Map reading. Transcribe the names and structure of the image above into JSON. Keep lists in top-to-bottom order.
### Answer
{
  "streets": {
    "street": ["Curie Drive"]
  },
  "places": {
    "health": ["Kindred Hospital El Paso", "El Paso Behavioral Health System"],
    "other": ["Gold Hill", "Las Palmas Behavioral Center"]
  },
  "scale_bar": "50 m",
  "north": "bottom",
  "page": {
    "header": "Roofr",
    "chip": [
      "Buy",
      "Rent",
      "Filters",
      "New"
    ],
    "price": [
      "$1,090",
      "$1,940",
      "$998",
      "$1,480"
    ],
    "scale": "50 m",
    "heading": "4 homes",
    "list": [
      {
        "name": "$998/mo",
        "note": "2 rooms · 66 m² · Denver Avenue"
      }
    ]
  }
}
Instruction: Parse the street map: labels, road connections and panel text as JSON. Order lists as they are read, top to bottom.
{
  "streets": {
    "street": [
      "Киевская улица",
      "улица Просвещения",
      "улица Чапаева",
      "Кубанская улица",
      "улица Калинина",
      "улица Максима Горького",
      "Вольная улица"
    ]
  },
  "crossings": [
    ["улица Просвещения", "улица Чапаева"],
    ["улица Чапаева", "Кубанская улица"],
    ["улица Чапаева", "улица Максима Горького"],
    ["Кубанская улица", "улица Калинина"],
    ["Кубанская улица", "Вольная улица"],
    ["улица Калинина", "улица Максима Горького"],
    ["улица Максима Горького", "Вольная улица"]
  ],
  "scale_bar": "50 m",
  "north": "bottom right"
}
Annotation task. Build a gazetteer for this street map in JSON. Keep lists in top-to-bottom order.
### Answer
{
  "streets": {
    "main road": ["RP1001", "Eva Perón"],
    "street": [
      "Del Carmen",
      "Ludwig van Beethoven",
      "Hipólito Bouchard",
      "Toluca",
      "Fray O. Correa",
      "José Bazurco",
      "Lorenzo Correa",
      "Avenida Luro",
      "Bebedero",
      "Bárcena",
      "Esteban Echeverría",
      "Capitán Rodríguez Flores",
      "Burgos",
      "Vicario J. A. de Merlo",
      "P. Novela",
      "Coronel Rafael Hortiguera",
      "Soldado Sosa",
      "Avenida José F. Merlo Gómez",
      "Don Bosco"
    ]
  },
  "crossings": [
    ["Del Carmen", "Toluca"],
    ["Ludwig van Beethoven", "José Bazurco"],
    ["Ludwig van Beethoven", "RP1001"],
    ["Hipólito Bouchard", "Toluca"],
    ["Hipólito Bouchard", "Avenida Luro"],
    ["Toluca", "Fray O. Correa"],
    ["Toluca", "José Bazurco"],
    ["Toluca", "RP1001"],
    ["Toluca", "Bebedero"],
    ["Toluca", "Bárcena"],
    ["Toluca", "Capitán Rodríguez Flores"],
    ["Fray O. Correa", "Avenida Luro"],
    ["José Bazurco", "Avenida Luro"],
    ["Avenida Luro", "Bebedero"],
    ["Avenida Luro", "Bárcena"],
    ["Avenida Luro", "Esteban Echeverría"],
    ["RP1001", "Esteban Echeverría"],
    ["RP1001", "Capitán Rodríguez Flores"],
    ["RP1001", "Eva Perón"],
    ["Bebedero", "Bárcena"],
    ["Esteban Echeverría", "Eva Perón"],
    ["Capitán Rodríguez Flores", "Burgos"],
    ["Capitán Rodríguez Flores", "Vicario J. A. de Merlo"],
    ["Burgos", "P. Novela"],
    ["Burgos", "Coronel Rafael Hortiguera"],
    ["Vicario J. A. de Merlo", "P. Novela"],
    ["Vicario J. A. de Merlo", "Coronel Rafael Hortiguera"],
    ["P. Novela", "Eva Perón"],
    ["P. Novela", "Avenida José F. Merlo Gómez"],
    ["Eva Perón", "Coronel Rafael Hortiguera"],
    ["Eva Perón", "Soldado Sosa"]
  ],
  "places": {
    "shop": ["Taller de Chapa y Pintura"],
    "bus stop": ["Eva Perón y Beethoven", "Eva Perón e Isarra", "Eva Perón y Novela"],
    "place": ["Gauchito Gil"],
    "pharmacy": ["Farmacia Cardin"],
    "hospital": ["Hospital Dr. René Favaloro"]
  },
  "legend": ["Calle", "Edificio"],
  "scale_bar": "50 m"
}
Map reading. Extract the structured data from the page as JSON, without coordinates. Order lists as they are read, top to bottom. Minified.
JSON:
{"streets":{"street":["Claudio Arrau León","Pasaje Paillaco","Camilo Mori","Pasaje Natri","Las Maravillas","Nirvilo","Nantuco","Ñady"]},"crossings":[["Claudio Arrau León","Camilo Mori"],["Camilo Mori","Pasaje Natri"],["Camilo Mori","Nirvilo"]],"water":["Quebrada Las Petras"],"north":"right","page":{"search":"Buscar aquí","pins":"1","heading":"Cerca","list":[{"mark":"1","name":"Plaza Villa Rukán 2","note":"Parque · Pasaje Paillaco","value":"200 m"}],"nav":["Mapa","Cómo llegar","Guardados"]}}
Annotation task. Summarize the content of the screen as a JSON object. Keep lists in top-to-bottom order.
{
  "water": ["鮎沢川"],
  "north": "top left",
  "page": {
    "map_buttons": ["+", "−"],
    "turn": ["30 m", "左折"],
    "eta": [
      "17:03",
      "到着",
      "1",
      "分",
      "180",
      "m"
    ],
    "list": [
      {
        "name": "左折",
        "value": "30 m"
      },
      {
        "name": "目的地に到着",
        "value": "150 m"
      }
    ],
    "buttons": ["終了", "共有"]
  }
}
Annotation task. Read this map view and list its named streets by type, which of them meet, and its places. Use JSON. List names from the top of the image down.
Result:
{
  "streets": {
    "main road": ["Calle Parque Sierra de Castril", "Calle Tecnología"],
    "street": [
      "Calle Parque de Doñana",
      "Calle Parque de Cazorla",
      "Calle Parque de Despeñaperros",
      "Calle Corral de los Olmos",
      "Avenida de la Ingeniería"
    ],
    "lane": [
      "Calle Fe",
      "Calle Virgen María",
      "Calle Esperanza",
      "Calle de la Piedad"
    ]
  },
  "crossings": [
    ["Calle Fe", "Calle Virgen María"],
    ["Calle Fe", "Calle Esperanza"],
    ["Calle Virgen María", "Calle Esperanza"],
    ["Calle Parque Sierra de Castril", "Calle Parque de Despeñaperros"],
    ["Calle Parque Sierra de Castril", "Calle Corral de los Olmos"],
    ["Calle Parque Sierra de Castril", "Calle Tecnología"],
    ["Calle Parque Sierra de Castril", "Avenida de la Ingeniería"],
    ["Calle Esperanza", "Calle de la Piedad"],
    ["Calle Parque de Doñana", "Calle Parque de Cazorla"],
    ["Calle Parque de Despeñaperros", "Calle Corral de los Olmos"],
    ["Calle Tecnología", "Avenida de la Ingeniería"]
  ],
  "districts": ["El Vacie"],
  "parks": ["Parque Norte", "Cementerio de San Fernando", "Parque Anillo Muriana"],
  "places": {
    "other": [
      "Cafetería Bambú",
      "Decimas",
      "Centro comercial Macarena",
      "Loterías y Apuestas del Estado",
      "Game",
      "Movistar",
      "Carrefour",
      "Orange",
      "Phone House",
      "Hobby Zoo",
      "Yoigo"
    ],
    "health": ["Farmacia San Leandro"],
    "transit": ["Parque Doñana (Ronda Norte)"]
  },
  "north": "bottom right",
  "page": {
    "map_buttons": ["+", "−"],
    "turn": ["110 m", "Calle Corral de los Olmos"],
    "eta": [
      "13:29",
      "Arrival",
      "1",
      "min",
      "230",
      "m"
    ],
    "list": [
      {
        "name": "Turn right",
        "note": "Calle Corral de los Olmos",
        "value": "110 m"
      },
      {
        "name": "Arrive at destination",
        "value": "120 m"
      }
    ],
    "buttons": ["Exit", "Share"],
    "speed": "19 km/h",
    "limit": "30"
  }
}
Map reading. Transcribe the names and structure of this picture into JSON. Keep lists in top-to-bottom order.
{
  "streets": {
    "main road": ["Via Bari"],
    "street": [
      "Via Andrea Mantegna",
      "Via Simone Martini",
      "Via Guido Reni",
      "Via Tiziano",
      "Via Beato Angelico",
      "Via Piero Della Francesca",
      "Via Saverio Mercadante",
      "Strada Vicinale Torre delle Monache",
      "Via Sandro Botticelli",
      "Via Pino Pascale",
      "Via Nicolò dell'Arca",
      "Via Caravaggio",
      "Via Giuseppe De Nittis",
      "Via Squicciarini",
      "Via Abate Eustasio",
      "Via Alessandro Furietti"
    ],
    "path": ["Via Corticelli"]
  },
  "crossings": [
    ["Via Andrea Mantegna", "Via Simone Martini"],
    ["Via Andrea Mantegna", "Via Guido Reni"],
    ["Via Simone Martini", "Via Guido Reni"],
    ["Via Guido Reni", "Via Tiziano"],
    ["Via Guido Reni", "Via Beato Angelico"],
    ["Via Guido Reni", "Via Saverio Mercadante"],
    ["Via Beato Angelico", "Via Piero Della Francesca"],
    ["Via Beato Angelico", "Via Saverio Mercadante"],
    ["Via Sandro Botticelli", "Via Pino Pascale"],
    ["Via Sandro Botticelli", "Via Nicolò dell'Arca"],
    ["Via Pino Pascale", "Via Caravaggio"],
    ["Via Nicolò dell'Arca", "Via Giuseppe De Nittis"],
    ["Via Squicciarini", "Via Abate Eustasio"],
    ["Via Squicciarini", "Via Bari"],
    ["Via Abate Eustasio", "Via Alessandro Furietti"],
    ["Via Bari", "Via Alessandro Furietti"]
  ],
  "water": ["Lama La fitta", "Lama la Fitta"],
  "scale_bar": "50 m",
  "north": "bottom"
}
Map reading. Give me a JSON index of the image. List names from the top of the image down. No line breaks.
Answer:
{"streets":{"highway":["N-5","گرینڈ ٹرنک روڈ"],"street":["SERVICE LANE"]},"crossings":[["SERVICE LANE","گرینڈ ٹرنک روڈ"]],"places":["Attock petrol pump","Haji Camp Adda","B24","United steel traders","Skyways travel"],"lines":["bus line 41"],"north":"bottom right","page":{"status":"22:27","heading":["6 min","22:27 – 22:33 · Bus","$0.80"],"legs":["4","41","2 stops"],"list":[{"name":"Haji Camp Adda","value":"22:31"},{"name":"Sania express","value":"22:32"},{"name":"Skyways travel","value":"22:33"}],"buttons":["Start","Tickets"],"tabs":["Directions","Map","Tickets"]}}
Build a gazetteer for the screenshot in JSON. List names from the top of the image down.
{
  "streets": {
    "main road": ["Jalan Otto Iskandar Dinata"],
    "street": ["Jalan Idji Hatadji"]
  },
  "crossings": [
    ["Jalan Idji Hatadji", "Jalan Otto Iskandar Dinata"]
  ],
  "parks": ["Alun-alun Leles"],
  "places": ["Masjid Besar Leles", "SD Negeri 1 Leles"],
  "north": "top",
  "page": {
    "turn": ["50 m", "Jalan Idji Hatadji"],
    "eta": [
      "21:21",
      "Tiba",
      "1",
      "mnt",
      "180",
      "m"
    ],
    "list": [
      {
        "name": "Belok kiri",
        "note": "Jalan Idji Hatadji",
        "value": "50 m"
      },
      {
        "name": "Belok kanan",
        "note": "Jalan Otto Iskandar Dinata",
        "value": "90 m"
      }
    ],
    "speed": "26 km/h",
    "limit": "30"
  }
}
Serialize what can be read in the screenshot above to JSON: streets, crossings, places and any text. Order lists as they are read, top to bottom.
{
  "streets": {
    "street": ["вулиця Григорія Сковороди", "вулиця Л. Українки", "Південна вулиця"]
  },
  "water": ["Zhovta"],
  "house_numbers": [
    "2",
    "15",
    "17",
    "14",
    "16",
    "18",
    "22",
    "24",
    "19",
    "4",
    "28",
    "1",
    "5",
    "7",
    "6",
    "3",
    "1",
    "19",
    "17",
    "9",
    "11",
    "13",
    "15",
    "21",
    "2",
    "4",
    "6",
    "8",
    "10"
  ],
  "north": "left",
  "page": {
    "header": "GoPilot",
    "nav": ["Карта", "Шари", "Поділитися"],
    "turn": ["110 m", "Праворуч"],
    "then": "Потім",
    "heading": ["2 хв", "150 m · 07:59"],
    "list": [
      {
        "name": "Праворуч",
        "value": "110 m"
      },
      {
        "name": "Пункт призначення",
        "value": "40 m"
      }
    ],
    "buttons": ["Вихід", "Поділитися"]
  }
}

● ● ● ● ●

*ABOUT THIS TASK*: Go through the material above and count the lines that contain "Martini"; give that number alone.

*SOLUTION FOR THIS TASK*: 3